Even though I didn’t apply the rhyme schemes to the generation in the end, I have the information needed to do so. When I built the `grouped_grams` used for Markov Chains, I created a `rhyme_grams` that grouped the words by their last vowels. It allows me to select a word that follows a certain word/bigram and ends with a certain vowel. In this way, I can generate a four lines stanza each time and make sure the ending vowels of the last word in each line follow a certain rhyme scheme.   
    
Working with the project, I needed to face the trade-off between accuracy and feasibility. Sometimes it is difficult to find an ideal way to achieve the goals due to the complexity and uncertainty of situations. At this time, I had to use some crude methods that accomplish the task without taking care of every detail perfectly. Sometimes the results are satisfactory; but if the errors are significant, it may not be wise to use the results.   

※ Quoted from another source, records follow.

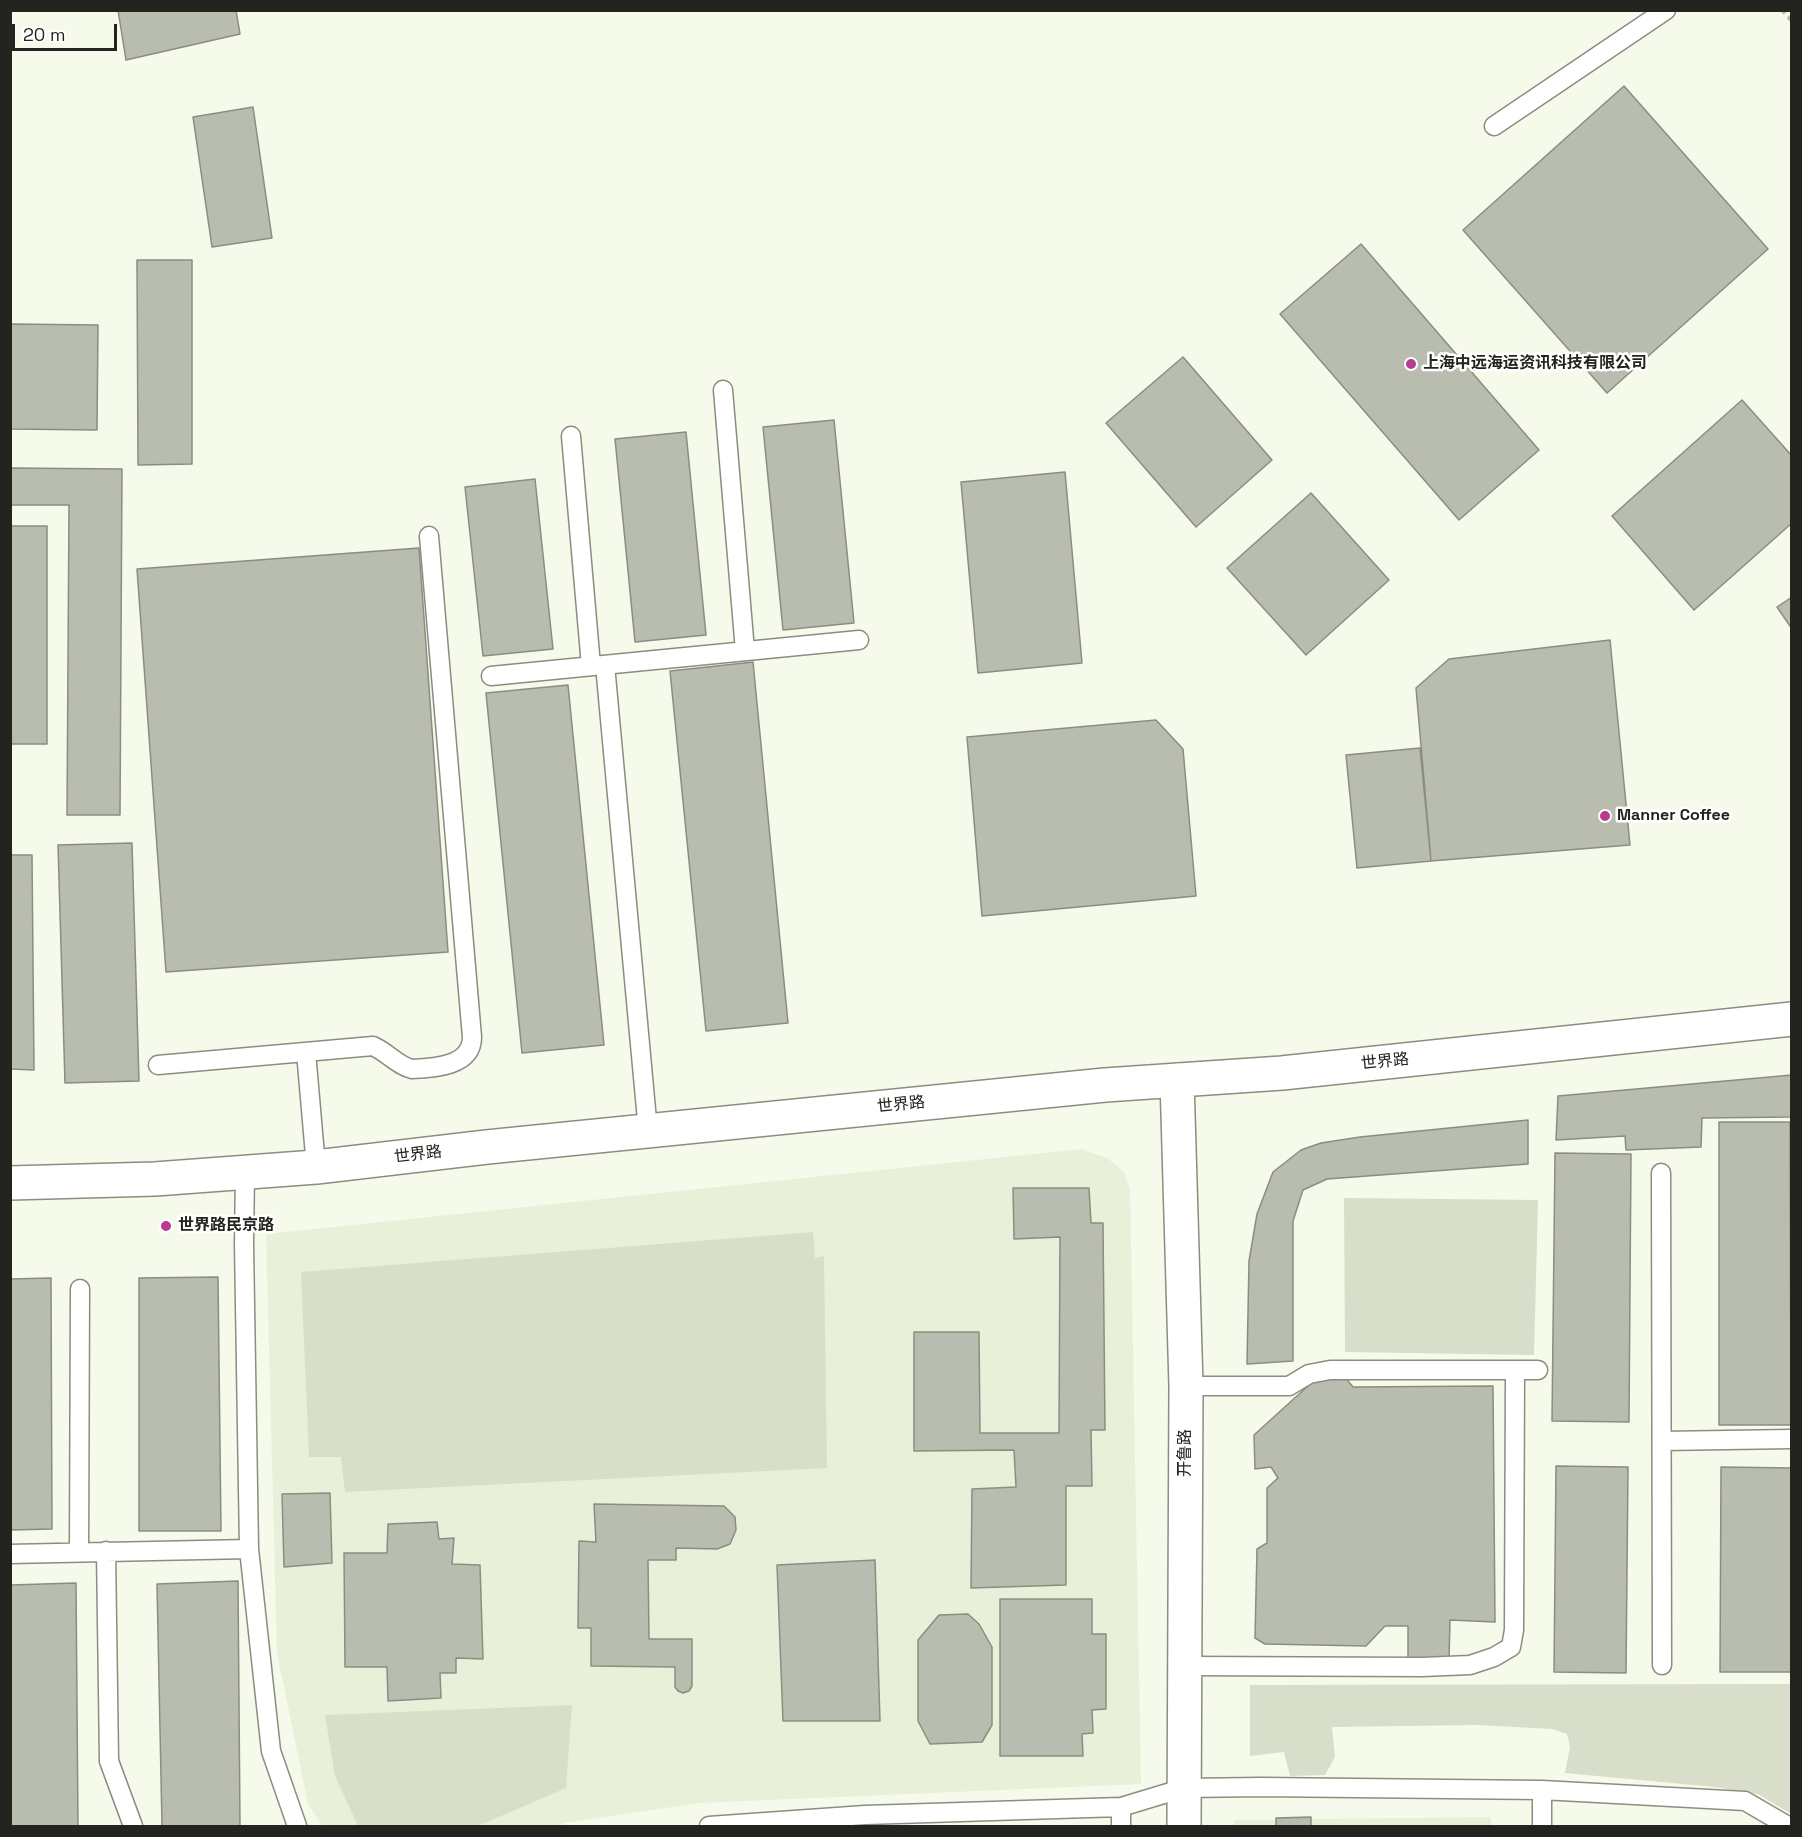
<!DOCTYPE html>
<meta charset="utf-8">
<style>
body{margin:0}
#map{position:relative;width:1802px;height:1837px;overflow:hidden;background:#f5faea;font-family:"Space Grotesk",sans-serif}
canvas{display:block}
.frame{position:absolute;inset:0;border:12px solid #23241f;pointer-events:none}
.scale{position:absolute;left:12px;top:24px;width:105px;height:27px;box-sizing:border-box;border:3px solid #23241f;border-top:0;padding-left:8px;font-size:18px;line-height:21px;white-space:nowrap;color:#23241f;-webkit-text-stroke:4px #fff;paint-order:stroke}
</style>
<div id="map">
<canvas width="1802" height="1837"></canvas>
<div class="frame"></div>
<div class="scale">20 m</div>
</div>
<script>
const context = document.querySelector('canvas').getContext('2d');
context.lineJoin = 'round';
function paint(path, color) {
  context.fillStyle = color;
  context.fill(path, 'evenodd');
}
function strokePath(path, color, width, dash) {
  context.strokeStyle = color;
  context.lineWidth = width;
  context.lineCap = dash ? 'butt' : 'round';
  context.setLineDash(dash || []);
  context.stroke(path);
}
function write(font, color, halo, rows, align = 'center') {
  context.font = font + ' "Space Grotesk","Noto Sans SC",sans-serif';
  context.lineWidth = 5;
  context.setLineDash([]);
  context.textBaseline = 'middle';
  context.strokeStyle = halo;
  context.fillStyle = color;
  for (const [text, x, y, turn = 0] of rows) {
    context.save();
    context.translate(x, y);
    context.rotate((+turn || 0) * Math.PI / 180);
    context.textAlign = isNaN(turn) ? turn : align;
    if (halo) context.strokeText(text, 0, 0);
    context.fillText(text, 0, 0);
    context.restore();
  }
}
const built = new Path2D(`
 M1082,1149L1107,1158L1123,1171L1130,1188L1141,1784L699,1803L565,1823L558,1826H323L308,1804L277,1653L266,1234Z
 M1491,1817V1826H1234V1820Z`);
const green = new Path2D(`
 M1344,1198L1538,1200L1534,1355L1345,1352Z
 M813,1232L815,1258L824,1256L827,1468L345,1492L341,1457H309L301,1272Z
 M1791,1684V1814L1758,1794L1715,1787L1565,1773L1570,1747L1567,1734L1552,1729L1478,1725L1332,1727L1335,1757L1325,1775L1290,1776L1284,1752L1250,1756V1685Z
 M572,1705L566,1788L478,1826H358L335,1776L325,1715Z`);
const building = new Path2D(`
 M118,10H236L240,34L126,60Z
 M1624,86L1768,249L1607,393L1463,230Z
 M253,107L272,238L212,247L193,117Z
 M1361,244L1539,450L1459,520L1280,314Z
 M137,260H192V464L138,465Z
 M10,324L98,325L97,430L10,429Z
 M1183,357L1272,460L1196,527L1106,423Z
 M1742,400L1792,456V523L1694,610L1612,516Z
 M834,420L854,623L783,630L763,427Z
 M686,432L706,635L635,642L615,439Z
 M10,468L122,469L120,815H67L69,505H10Z
 M1065,472L1082,663L978,673L961,482Z
 M535,479L553,649L483,656L465,487Z
 M1311,493L1389,580L1306,655L1227,568Z
 M10,526H47V744H10Z
 M419,548L448,952L166,972L137,569Z
 M1792,597V629L1777,607Z
 M1610,640L1630,845L1431,861L1416,688L1449,659Z
 M753,662L788,1023L706,1031L670,671Z
 M568,685L604,1045L522,1053L486,693Z
 M1156,720L1183,749L1196,896L982,916L967,737Z
 M1420,748L1431,861L1357,868L1346,755Z
 M132,843L139,1081L65,1083L58,845Z
 M10,855H32L34,1070L10,1069Z
 M1792,1075V1117L1702,1118L1701,1147L1626,1150L1625,1136L1556,1140L1558,1096Z
 M1528,1120V1164L1327,1179L1303,1190L1293,1221V1361L1247,1364L1249,1261L1257,1214L1273,1172L1301,1150L1321,1143L1360,1137Z
 M1719,1122H1790L1791,1425H1719Z
 M1555,1153L1631,1154L1629,1422L1552,1421Z
 M1013,1188H1089L1091,1223H1103L1105,1430H1091L1092,1486H1066V1585L971,1588L972,1489L1016,1487L1014,1450L914,1451V1332H979L980,1433H1059L1060,1237L1014,1239Z
 M218,1277L221,1531H139V1278Z
 M51,1278L52,1529L10,1530V1279Z
 M1319,1376H1344L1353,1387L1493,1386L1495,1622L1450,1620L1449,1659L1408,1658V1626H1385L1366,1646L1265,1644L1255,1638L1257,1549L1267,1543V1488L1278,1478L1271,1467L1255,1469L1254,1435Z
 M1556,1466L1628,1467L1626,1673L1554,1672Z
 M1721,1467L1792,1468V1672H1720Z
 M330,1493L332,1563L284,1567L282,1494Z
 M594,1504L724,1506L735,1517L736,1530L730,1544L717,1549L676,1548V1560H648L649,1639H692V1686L689,1691L683,1693L678,1691L675,1687V1667L591,1666V1628H578L579,1541L596,1542Z
 M437,1522L439,1539L454,1538L452,1564L480,1565L483,1659L456,1658V1673H440L441,1698L388,1701L387,1667H345L344,1553H387L388,1524Z
 M875,1560L880,1721H783L777,1565Z
 M238,1581L240,1826H162L157,1584Z
 M76,1583L78,1826H10V1585Z
 M1000,1599H1092V1634H1106V1709L1092,1710L1093,1733L1082,1734L1083,1756H1000Z
 M968,1614L979,1624L992,1647V1725L982,1742L930,1744L918,1721V1640L939,1615Z
 M1311,1817V1826H1276V1818Z`);
const path = new Path2D(`
 M1782,10L1792,21`);
const lane = new Path2D(`
 M1494,126L1666,10
 M723,390L745,651
 M571,436L591,666
 M605,665L648,1131
 M491,676L859,640
 M306,1052L316,1167
 M158,1065L373,1046C387,1052 398,1066 412,1069C435,1068 472,1066 472,1037L429,536
 M245,1172L244,1244L249,1549L271,1751L297,1826
 M1661,1173L1662,1665
 M1186,1386H1289L1309,1374L1330,1370H1538
 M1662,1441L1792,1439
 M106,1551L109,1761L133,1826
 M79,1552L80,1289
 M10,1554L249,1549
 M1185,1666L1422,1667L1470,1665L1494,1657L1511,1647L1514,1630L1515,1370
 M709,1826L865,1815L1121,1807L1184,1788L1261,1787L1542,1790L1745,1801L1788,1826
 M1121,1826V1807
 M1542,1826V1790`);
const secondary = new Path2D(`
 M1177,1080L1186,1386L1184,1826
 M10,1183L155,1179L316,1167L487,1147L1105,1085L1282,1073L1792,1019`);
const markers = [
 [1411,364,6,"#b73c8f"],
 [1605,816,6,"#b73c8f"],
 [166,1226,6,"#b73c8f"]
];
const poiNames = [
 ["上海中远海运资讯科技有限公司",1423,364],
 ["Manner Coffee",1617,816],
 ["世界路民京路",178,1226]
];
const streetNames = [
 ["世界路",1385,1062,-6],
 ["世界路",901,1105,-6],
 ["世界路",418,1155,-7],
 ["开鲁路",1186,1453,-90]
];
paint(built, '#e9f0d9');
paint(green, '#d8dec9');
paint(building, '#b9bdaf');
strokePath(building, '#8a8e80', 1.5);
strokePath(lane, '#8a8e80', 21);
strokePath(secondary, '#8a8e80', 36);
strokePath(path, '#b6b9ad', 4, [4.5, 4.5]);
strokePath(lane, '#fff', 18);
strokePath(secondary, '#fff', 33);
for (const [x, y, r, color] of markers) {
  const dot = new Path2D();
  dot.arc(x, y, r, 0, 2 * Math.PI);
  context.fillStyle = color;
  context.fill(dot);
  strokePath(dot, '#fff', 2);
}
write('bold 16px', '#23241f', '#fff', poiNames, 'left');
write('16px', '#23241f', '#fff', streetNames);
</script>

In general, it is difficult for the computer to process information related to pronunciations because of irregularity and flexibility. So it may not be able to analyze prosody as well as humans. On the other hand, it can handle a large amount of text at the same time, while humans have to read line by line and determine the patterns for each poem. One can use it to explore the formal styles of hundreds of poets without having to read all the poems of each one. If we want to know something about the content, such as the subject matters, we can also perform topic modeling on poems and from the keywords associated with each topic determine the themes.   

It is interesting to teach the computer to write poems. Its process of “writing” is very different from humans writing. The computer simply puts words together in a designed way without knowing the meaning of them. It is for the reader to judge whether the output can be called a poem and give it meaning.